Ultimately, while screening is important, screening protocols are passive compliance tools that must be supported by active engagement from those most knowledgeable about the transactions at issue and best suited to identify risks as each transaction evolves. A successful compliance program will create a prominent role for business personnel to evaluate and inform sanctions screening on a transaction-by-transaction basis.
TRAINING, TRAINING, TRAINING
In this regard, training matters. An effective in-house sanctions training plan will be informed by practical considerations about real world operations, examining touch points with targeted countries, regions and industries. Focused training should target all personnel who might interact with a sanctioned party- for instance, an analyst who might need to discuss restructuring of Venezuelan government debt, a trader who might have occasion to negotiate with a sanctioned Iranian tanker company, or any employee charged with interacting with foreign government officials or their affiliates in regions targeted by sanctions.
Furthermore, particularly with risks as dynamic as sanctions, creating an effective first line of defense is more than an annual compliance presentation broadly identifying countries and regions subject to U.S. sanctions and directing further on-the-run questions to the compliance department.

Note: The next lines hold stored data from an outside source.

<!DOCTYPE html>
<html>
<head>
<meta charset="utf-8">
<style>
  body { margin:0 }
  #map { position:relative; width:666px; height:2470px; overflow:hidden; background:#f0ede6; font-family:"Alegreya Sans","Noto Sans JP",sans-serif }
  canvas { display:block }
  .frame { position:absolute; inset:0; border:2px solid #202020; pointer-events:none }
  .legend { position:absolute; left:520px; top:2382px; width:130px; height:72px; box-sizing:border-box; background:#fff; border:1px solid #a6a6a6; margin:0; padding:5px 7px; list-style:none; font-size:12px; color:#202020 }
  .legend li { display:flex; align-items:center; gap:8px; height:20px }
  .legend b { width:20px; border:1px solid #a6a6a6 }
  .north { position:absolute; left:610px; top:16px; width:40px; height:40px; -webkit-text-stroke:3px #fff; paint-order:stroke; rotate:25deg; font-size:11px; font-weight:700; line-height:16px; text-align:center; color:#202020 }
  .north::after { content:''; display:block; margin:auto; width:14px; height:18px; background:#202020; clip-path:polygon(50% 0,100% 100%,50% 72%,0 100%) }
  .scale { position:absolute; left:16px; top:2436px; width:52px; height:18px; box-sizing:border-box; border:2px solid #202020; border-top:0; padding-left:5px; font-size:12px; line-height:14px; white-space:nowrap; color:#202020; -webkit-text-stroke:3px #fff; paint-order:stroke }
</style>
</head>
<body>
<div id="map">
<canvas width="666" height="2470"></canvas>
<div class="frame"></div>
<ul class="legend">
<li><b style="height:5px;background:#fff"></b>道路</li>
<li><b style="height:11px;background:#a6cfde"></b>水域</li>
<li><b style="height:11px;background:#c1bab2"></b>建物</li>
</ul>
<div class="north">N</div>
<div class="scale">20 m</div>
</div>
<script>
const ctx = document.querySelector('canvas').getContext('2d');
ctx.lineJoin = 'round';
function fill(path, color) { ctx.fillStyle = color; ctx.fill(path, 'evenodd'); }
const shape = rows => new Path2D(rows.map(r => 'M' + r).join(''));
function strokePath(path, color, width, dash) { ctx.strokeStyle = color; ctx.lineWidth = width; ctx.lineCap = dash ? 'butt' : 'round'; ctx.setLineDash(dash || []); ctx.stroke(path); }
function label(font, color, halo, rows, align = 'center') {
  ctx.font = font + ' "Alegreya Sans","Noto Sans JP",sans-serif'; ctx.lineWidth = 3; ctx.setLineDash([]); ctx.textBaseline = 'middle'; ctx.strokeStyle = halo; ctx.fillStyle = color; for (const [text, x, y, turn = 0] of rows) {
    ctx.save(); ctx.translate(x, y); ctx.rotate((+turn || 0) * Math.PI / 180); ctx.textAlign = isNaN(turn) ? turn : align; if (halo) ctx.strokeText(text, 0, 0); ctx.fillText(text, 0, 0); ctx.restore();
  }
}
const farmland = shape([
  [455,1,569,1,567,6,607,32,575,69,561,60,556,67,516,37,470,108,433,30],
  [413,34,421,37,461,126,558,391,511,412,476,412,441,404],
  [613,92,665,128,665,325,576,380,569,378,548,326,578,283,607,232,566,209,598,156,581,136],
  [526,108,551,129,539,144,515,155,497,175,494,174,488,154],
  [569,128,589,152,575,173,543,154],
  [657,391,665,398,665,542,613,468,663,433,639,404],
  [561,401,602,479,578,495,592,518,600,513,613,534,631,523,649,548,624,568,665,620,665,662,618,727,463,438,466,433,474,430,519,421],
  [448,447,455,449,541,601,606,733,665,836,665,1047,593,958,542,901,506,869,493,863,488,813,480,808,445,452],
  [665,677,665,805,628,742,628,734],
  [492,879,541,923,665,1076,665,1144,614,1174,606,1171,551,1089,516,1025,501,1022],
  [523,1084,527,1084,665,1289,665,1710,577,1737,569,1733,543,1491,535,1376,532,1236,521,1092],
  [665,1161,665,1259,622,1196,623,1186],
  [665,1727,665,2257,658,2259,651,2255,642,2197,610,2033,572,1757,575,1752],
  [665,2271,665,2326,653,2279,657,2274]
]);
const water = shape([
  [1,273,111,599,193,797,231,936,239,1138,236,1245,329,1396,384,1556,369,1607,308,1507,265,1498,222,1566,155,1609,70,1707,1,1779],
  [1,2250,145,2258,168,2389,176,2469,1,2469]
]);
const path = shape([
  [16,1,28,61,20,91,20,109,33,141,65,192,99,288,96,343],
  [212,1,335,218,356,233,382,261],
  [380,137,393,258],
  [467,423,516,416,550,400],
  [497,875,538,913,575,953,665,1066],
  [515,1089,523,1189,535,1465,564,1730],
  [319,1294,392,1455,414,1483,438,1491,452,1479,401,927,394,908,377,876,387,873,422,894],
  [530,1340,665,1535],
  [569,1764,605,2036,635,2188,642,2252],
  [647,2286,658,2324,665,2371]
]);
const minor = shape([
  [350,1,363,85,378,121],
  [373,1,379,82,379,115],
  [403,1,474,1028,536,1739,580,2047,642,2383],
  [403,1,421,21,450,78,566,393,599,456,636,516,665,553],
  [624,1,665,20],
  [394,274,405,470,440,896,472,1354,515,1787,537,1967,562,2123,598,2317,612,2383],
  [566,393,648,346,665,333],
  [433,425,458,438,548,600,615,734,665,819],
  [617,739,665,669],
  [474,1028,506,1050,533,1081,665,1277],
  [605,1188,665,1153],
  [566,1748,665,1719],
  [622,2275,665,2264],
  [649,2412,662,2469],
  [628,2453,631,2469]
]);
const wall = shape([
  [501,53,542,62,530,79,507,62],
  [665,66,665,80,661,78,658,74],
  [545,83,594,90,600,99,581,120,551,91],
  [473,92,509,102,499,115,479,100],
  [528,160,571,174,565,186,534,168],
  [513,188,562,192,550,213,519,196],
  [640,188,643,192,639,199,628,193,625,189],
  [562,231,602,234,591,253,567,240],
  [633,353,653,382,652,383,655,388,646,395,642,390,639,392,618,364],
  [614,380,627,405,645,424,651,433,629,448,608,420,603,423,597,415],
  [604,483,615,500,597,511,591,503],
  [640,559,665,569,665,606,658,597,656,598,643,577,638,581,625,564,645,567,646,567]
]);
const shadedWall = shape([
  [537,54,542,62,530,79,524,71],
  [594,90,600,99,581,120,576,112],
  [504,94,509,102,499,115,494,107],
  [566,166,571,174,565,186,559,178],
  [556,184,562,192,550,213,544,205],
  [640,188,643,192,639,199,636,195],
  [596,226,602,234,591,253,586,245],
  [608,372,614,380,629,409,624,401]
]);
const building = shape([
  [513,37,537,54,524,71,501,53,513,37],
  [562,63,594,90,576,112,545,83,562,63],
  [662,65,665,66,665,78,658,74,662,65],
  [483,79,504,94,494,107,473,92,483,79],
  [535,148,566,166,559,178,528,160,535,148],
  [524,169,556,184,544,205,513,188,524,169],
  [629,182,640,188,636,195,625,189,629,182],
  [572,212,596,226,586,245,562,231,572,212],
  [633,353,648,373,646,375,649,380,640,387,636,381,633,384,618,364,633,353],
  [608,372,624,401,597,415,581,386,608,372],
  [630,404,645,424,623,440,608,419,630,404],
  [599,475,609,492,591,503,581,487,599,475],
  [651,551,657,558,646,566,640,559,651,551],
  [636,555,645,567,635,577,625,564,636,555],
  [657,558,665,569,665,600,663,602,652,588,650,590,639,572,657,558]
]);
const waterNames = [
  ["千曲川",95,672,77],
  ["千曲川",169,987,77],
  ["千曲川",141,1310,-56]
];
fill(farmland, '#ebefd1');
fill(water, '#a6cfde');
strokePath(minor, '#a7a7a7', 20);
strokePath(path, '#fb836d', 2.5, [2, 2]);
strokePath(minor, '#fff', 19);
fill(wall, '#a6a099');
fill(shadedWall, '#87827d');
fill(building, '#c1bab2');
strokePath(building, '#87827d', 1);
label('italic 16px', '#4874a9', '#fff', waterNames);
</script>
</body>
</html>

A modern sanctions compliance program will incorporate a comprehensive training plan that empowers relevant business personnel to proactively identify risks that may involve entities and persons not directly party to a transaction as well as arming them to be alert to red flags in information that would not normally be available to the compliance personnel. An ideal training program will ensure that key personnel receive detailed and specific information about relevant sanctions restrictions along with up-to date information about OFAC guidance and a clear view of the broad array of potential interactions and relationships with sanctioned parties that should be identified and elevated for further internal review.